Depending how you approach it, gardening can save you money on the vegetables you eat, be a major life-enhancing activity, or a combination of the two.  I know gardeners that don't enjoy it much (complain about the work, the weeding, etc), but strategically grow things that are expensive in stores -- peppers, berries, tomatoes, and so on.  Then there are people like me that just love doing it for its own sake.  For me, gardening is a key life activity, sort of like biking is for MMM.  If you garden, many other things automatically fall into place. 

It is easy to garden cheaply.  You can save your own seeds, create your own compost from kitchen scraps, make your own cold frames from wood scraps, etc.  It is the ultimate mustachian activity.  We have a 500 sf garden and we grow what we eat, regardless of whether it is cheap in the store.

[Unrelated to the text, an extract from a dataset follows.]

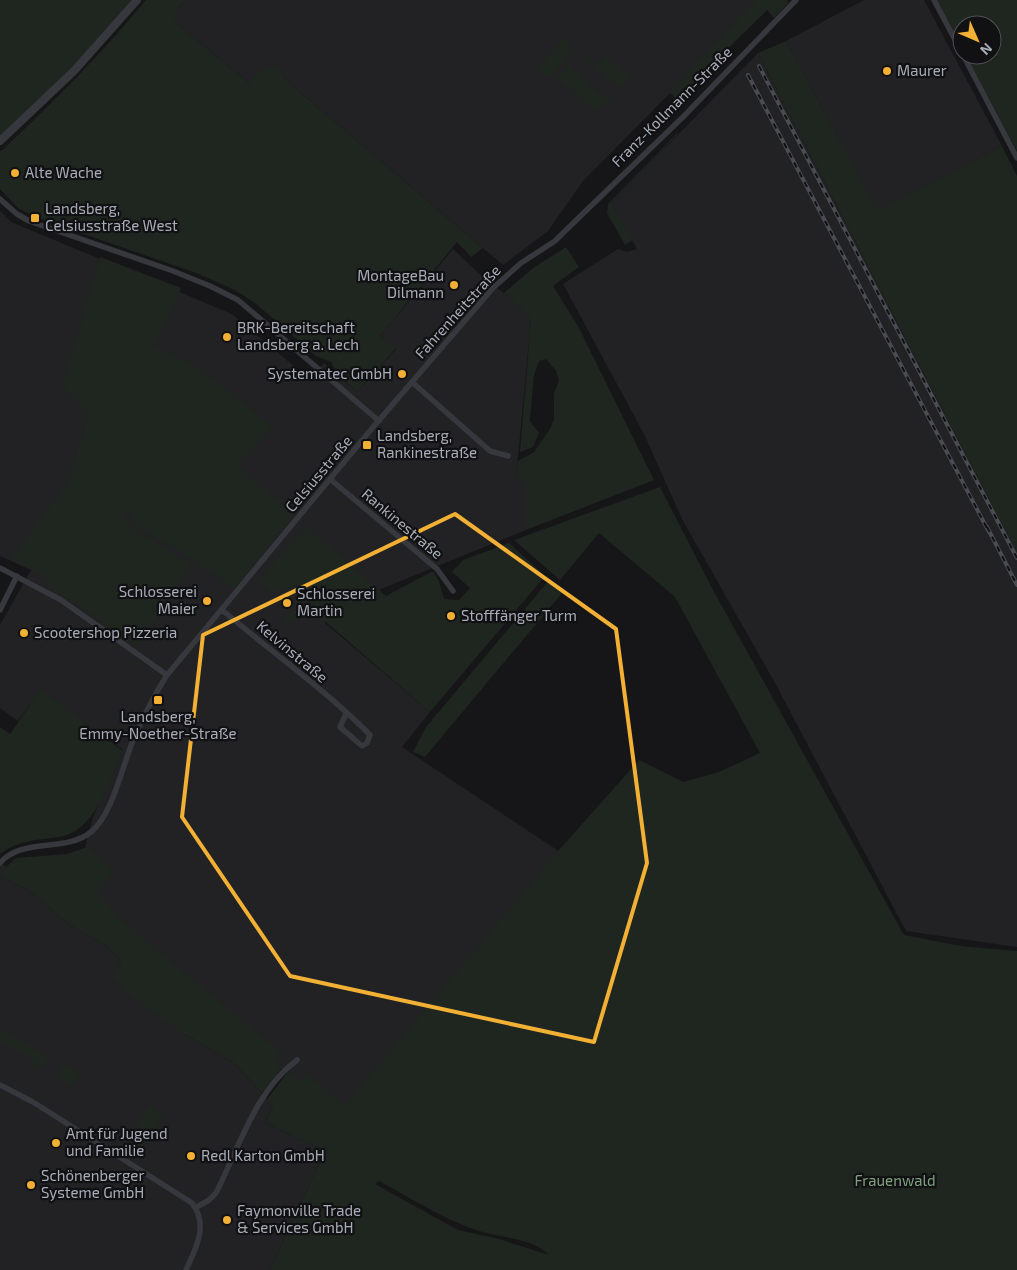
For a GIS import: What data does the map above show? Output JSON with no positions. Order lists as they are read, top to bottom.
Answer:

We spend very little on the garden, because we keep seeds from the previous year and just keep it going continuously. (You can only do this with some varieties of plants -- open pollinated ones).  We grow a lot of potatoes, onions, beans, and kale, plus smaller amounts of lots of other things.  To use the garden for maximum effect you must have a plan for preserving -- freezing, canning, cool storage, or drying. 

I would start small with things that you love to eat.  See how much garden work you like/can take on, and gradually increase it as you are able. 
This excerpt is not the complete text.